Source information:

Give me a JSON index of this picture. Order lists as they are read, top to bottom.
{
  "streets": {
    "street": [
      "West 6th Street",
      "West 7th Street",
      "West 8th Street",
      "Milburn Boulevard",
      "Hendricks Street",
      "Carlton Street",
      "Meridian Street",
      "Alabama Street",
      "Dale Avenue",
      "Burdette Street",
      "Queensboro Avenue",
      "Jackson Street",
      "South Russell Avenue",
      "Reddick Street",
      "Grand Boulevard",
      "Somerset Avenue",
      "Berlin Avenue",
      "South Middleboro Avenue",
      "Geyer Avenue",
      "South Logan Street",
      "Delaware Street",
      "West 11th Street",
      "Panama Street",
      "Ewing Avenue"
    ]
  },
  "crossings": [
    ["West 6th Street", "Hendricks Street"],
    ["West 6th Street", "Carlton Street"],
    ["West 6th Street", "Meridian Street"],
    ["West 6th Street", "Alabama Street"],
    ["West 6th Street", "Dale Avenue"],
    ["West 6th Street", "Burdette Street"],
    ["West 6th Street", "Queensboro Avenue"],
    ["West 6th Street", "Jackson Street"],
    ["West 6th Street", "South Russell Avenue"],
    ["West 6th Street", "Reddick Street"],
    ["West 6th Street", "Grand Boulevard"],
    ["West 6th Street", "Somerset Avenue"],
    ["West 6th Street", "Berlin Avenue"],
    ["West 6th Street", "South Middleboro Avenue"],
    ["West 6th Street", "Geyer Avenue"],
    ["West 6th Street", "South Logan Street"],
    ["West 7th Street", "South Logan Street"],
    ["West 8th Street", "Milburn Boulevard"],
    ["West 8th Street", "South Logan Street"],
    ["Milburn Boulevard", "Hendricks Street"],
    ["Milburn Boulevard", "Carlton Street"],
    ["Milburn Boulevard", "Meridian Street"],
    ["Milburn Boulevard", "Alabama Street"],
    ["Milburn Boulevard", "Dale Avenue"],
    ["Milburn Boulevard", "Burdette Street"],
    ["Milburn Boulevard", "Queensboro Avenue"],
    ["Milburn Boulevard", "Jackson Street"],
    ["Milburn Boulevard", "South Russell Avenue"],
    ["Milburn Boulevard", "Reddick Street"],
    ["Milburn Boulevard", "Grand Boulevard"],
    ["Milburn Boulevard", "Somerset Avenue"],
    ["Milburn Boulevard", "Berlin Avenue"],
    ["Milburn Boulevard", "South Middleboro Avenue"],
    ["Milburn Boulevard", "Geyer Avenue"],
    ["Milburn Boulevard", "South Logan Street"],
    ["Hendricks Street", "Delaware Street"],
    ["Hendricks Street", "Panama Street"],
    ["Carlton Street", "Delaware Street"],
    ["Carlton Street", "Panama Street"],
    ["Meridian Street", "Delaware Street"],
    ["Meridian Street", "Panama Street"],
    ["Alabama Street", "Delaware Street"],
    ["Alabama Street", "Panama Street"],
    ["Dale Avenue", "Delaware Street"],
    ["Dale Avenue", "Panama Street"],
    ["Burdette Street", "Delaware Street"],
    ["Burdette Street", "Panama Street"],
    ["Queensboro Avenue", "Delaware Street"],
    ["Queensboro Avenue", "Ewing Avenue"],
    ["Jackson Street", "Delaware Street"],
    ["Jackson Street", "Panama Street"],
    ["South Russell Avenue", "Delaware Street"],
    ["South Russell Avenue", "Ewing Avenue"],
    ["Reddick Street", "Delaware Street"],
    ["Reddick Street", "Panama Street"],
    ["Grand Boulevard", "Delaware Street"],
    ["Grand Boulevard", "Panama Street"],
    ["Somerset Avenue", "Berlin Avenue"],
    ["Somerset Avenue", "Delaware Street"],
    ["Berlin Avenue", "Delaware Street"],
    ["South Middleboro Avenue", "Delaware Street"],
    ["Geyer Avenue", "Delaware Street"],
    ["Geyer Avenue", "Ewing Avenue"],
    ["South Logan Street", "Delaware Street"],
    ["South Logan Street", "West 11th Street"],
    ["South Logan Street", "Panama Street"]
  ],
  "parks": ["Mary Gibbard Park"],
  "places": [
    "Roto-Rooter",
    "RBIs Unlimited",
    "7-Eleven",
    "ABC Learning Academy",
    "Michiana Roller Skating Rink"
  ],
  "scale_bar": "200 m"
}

Assigned task:
The response must consist of all the data, reproduced without alteration.

Output of the exercise:
Give me a JSON index of this picture. Order lists as they are read, top to bottom.
{
  "streets": {
    "street": [
      "West 6th Street",
      "West 7th Street",
      "West 8th Street",
      "Milburn Boulevard",
      "Hendricks Street",
      "Carlton Street",
      "Meridian Street",
      "Alabama Street",
      "Dale Avenue",
      "Burdette Street",
      "Queensboro Avenue",
      "Jackson Street",
      "South Russell Avenue",
      "Reddick Street",
      "Grand Boulevard",
      "Somerset Avenue",
      "Berlin Avenue",
      "South Middleboro Avenue",
      "Geyer Avenue",
      "South Logan Street",
      "Delaware Street",
      "West 11th Street",
      "Panama Street",
      "Ewing Avenue"
    ]
  },
  "crossings": [
    ["West 6th Street", "Hendricks Street"],
    ["West 6th Street", "Carlton Street"],
    ["West 6th Street", "Meridian Street"],
    ["West 6th Street", "Alabama Street"],
    ["West 6th Street", "Dale Avenue"],
    ["West 6th Street", "Burdette Street"],
    ["West 6th Street", "Queensboro Avenue"],
    ["West 6th Street", "Jackson Street"],
    ["West 6th Street", "South Russell Avenue"],
    ["West 6th Street", "Reddick Street"],
    ["West 6th Street", "Grand Boulevard"],
    ["West 6th Street", "Somerset Avenue"],
    ["West 6th Street", "Berlin Avenue"],
    ["West 6th Street", "South Middleboro Avenue"],
    ["West 6th Street", "Geyer Avenue"],
    ["West 6th Street", "South Logan Street"],
    ["West 7th Street", "South Logan Street"],
    ["West 8th Street", "Milburn Boulevard"],
    ["West 8th Street", "South Logan Street"],
    ["Milburn Boulevard", "Hendricks Street"],
    ["Milburn Boulevard", "Carlton Street"],
    ["Milburn Boulevard", "Meridian Street"],
    ["Milburn Boulevard", "Alabama Street"],
    ["Milburn Boulevard", "Dale Avenue"],
    ["Milburn Boulevard", "Burdette Street"],
    ["Milburn Boulevard", "Queensboro Avenue"],
    ["Milburn Boulevard", "Jackson Street"],
    ["Milburn Boulevard", "South Russell Avenue"],
    ["Milburn Boulevard", "Reddick Street"],
    ["Milburn Boulevard", "Grand Boulevard"],
    ["Milburn Boulevard", "Somerset Avenue"],
    ["Milburn Boulevard", "Berlin Avenue"],
    ["Milburn Boulevard", "South Middleboro Avenue"],
    ["Milburn Boulevard", "Geyer Avenue"],
    ["Milburn Boulevard", "South Logan Street"],
    ["Hendricks Street", "Delaware Street"],
    ["Hendricks Street", "Panama Street"],
    ["Carlton Street", "Delaware Street"],
    ["Carlton Street", "Panama Street"],
    ["Meridian Street", "Delaware Street"],
    ["Meridian Street", "Panama Street"],
    ["Alabama Street", "Delaware Street"],
    ["Alabama Street", "Panama Street"],
    ["Dale Avenue", "Delaware Street"],
    ["Dale Avenue", "Panama Street"],
    ["Burdette Street", "Delaware Street"],
    ["Burdette Street", "Panama Street"],
    ["Queensboro Avenue", "Delaware Street"],
    ["Queensboro Avenue", "Ewing Avenue"],
    ["Jackson Street", "Delaware Street"],
    ["Jackson Street", "Panama Street"],
    ["South Russell Avenue", "Delaware Street"],
    ["South Russell Avenue", "Ewing Avenue"],
    ["Reddick Street", "Delaware Street"],
    ["Reddick Street", "Panama Street"],
    ["Grand Boulevard", "Delaware Street"],
    ["Grand Boulevard", "Panama Street"],
    ["Somerset Avenue", "Berlin Avenue"],
    ["Somerset Avenue", "Delaware Street"],
    ["Berlin Avenue", "Delaware Street"],
    ["South Middleboro Avenue", "Delaware Street"],
    ["Geyer Avenue", "Delaware Street"],
    ["Geyer Avenue", "Ewing Avenue"],
    ["South Logan Street", "Delaware Street"],
    ["South Logan Street", "West 11th Street"],
    ["South Logan Street", "Panama Street"]
  ],
  "parks": ["Mary Gibbard Park"],
  "places": [
    "Roto-Rooter",
    "RBIs Unlimited",
    "7-Eleven",
    "ABC Learning Academy",
    "Michiana Roller Skating Rink"
  ],
  "scale_bar": "200 m"
}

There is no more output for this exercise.